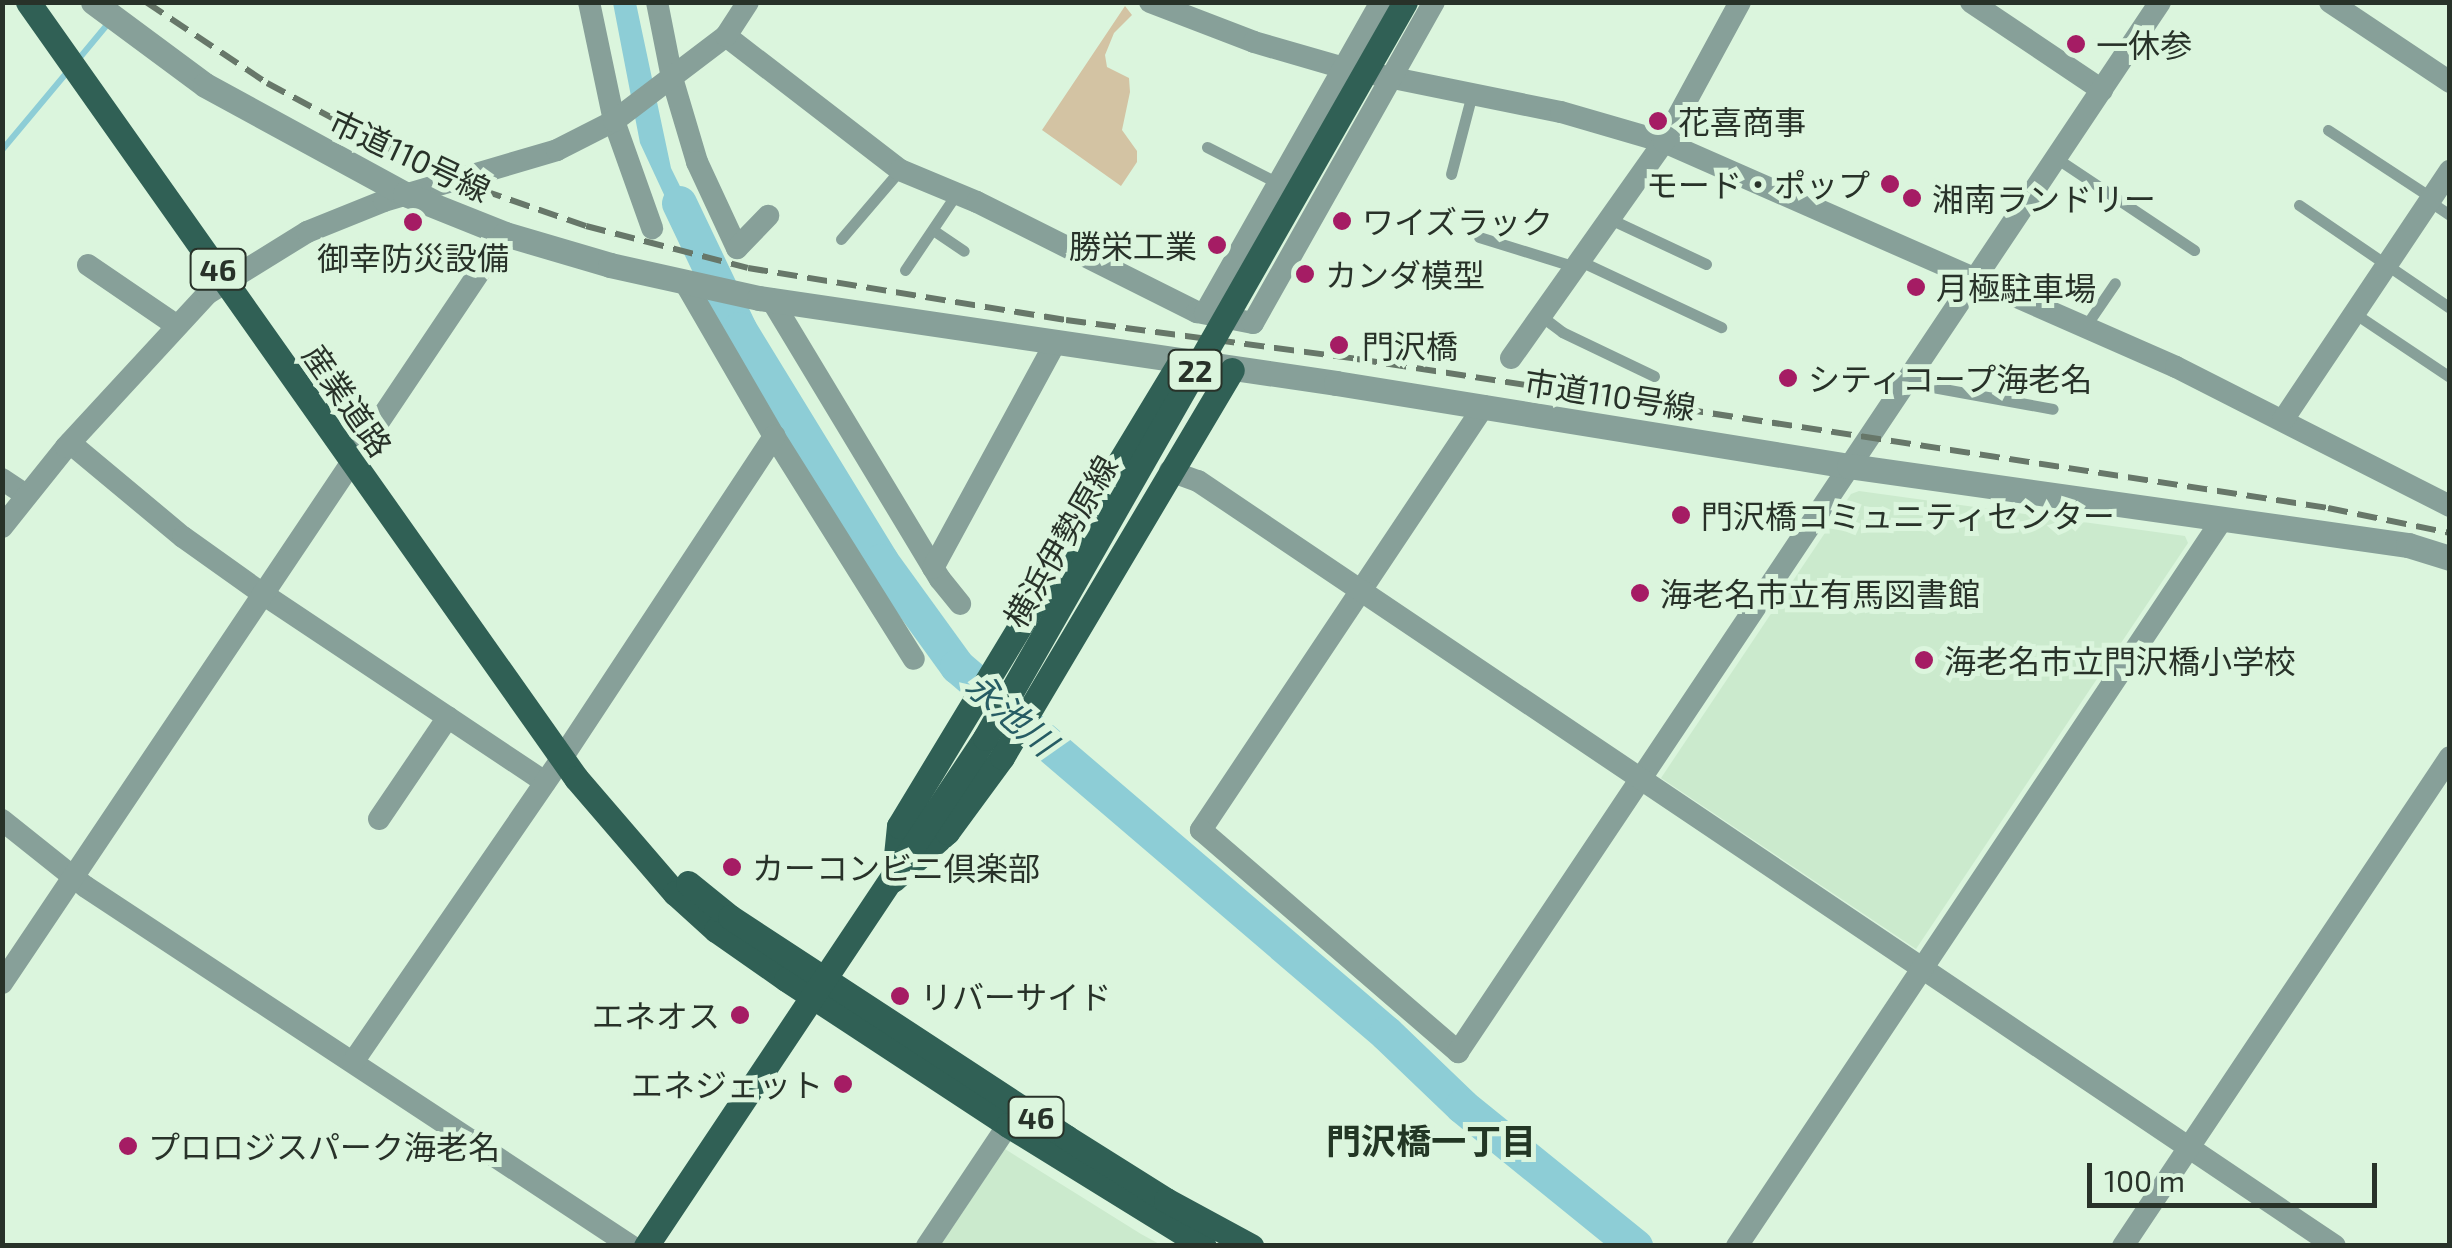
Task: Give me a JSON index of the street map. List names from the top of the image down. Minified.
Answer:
{"streets":{"main road":["46","22","産業道路","横浜伊勢原線"],"street":["市道110号線"]},"crossings":[["46","産業道路"],["46","横浜伊勢原線"],["産業道路","横浜伊勢原線"]],"districts":["門沢橋一丁目"],"water":["永池川"],"places":["一休参","花喜商事","モード・ポップ","湘南ランドリー","ワイズラック","御幸防災設備","勝栄工業","カンダ模型","月極駐車場","門沢橋","シティコープ海老名","門沢橋コミュニティセンター","海老名市立有馬図書館","海老名市立門沢橋小学校","カーコンビニ倶楽部","リバーサイド","エネオス","エネジェット","プロロジスパーク海老名"],"scale_bar":"100 m"}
========================================================================
Nothing but the pictures should be left out when the listing is repeated exactly.

Task: Give me a JSON index of the street map. List names from the top of the image down. Minified.
Answer:
{"streets":{"main road":["46","22","産業道路","横浜伊勢原線"],"street":["市道110号線"]},"crossings":[["46","産業道路"],["46","横浜伊勢原線"],["産業道路","横浜伊勢原線"]],"districts":["門沢橋一丁目"],"water":["永池川"],"places":["一休参","花喜商事","モード・ポップ","湘南ランドリー","ワイズラック","御幸防災設備","勝栄工業","カンダ模型","月極駐車場","門沢橋","シティコープ海老名","門沢橋コミュニティセンター","海老名市立有馬図書館","海老名市立門沢橋小学校","カーコンビニ倶楽部","リバーサイド","エネオス","エネジェット","プロロジスパーク海老名"],"scale_bar":"100 m"}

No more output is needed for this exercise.